Thanks I'll give it a shot


----------



## piglett (Jun 21, 2012)

hiscoolness1379 said:


> Thanks I'll give it a shot


you have to let him know that he is not the one running the show (you are)

put hands on him

holding his face down into the shavings for 5 min. also can work with some roos

once you let him up he looks around sees all his hens

& sort of looses face

only his pride is hurt

but better his pride than his neck


----------



## Jabberwocky (Oct 7, 2013)

Also body language is everything.. You walk with confidence. You do not stop to look around.. If he is going to challenge you. Stop it right there.. A look in the eye is a challenge. After showing him who is boss. You must always walk knowing you are the one in charge. 

Having had aggressive animals over the years. One thing that I have found has always been a constant.

If your body language says you are the one in charge. 9 times out of 10. The animal will respect that perception.. If this Roo is the exception... He might make for a mighty fine meal.


----------



## Dockbum (Jun 8, 2014)

When I was a kid I would just bulldog him into the corner until he dropped fertilizer. That always worked fine for us youngins.


----------



## Micah (Jun 26, 2014)

Hey for a mean rooster you have two options get out the hatchet or use water. When he attacks you move you foot around to draw his attention then grab him carry him to some large water sorce like a pond a pool even a livestock tank. Throw him a good 15-25 feet in and make sure he goes all the way under. When he comes out of there he won't attack you again. It works better if all the hens can watch you dunk him. It may take a couple days to train him. But he will not attack when he's wet.o chickens. Can and will swim. It won't hurt them


----------



## calebthefarmer (Jul 3, 2014)

U can also go to a local feed store and bye gloves there used for training roosters to fight but what they do is push there spurs back and then day by day pick him up and be very gentle to him hope it helps


----------



## Sundancers (Jun 20, 2012)

hiscoolness1379 said:


> Is there any way to tame a mean rooster without getting spurred


 Dinner

..............

A mean roo can and will hurt someone given a chance.


----------



## BroodyBunch (Jun 30, 2014)

Don't step away, step towards him. Also snatch him up every chance you get and hold him like a football for 15 mins longer if he's still flapping like an idiot. Our game fowl Roo eats from my 4 year olds hand, I trust him more than a broody hen!


----------



## powderhogg01 (Jun 4, 2013)

mean roos meet my best friend... my axe. bottom line, feisty is good... but out right mean is not a trait i want to keep around


----------



## TheLazyL (Jun 20, 2012)

A swift kick with the side of my foot that knock him back 10 feet. Only took the one time.


----------



## piglett (Jun 21, 2012)

TheLazyL said:


> A swift kick with the side of my foot that knock him back 10 feet. Only took the one time.


i had 1 big ol' roo come rite at me & my hands were full of eggs.
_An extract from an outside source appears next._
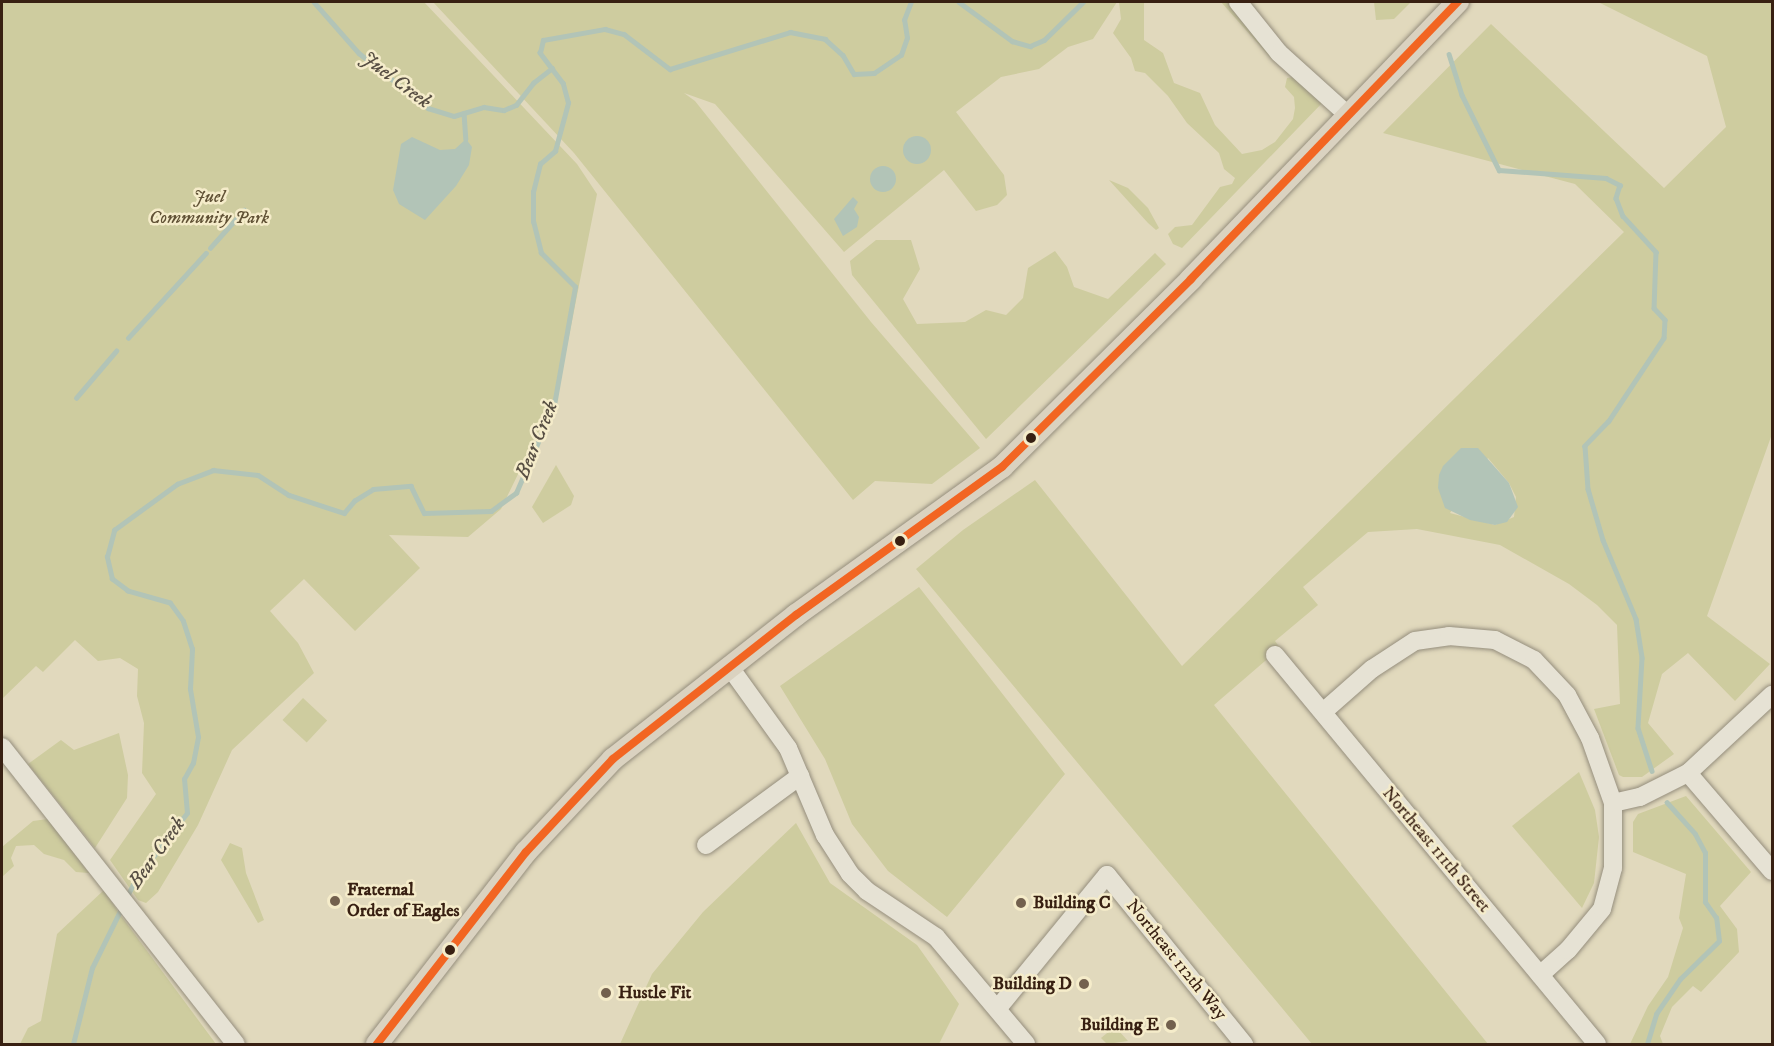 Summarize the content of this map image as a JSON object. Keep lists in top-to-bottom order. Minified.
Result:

i had to resort to punting.

lucky for him i only had sneakers on but he went a good 8' back

he came back for seconds (not the smartest roo i ever had)

without the eggs filling my hands i would have risked his spurs

& caught him. It wasn't to be, so a second punt put him in check till

the next time him & I went at it.

he did in time smarten up & stop attacking me.


----------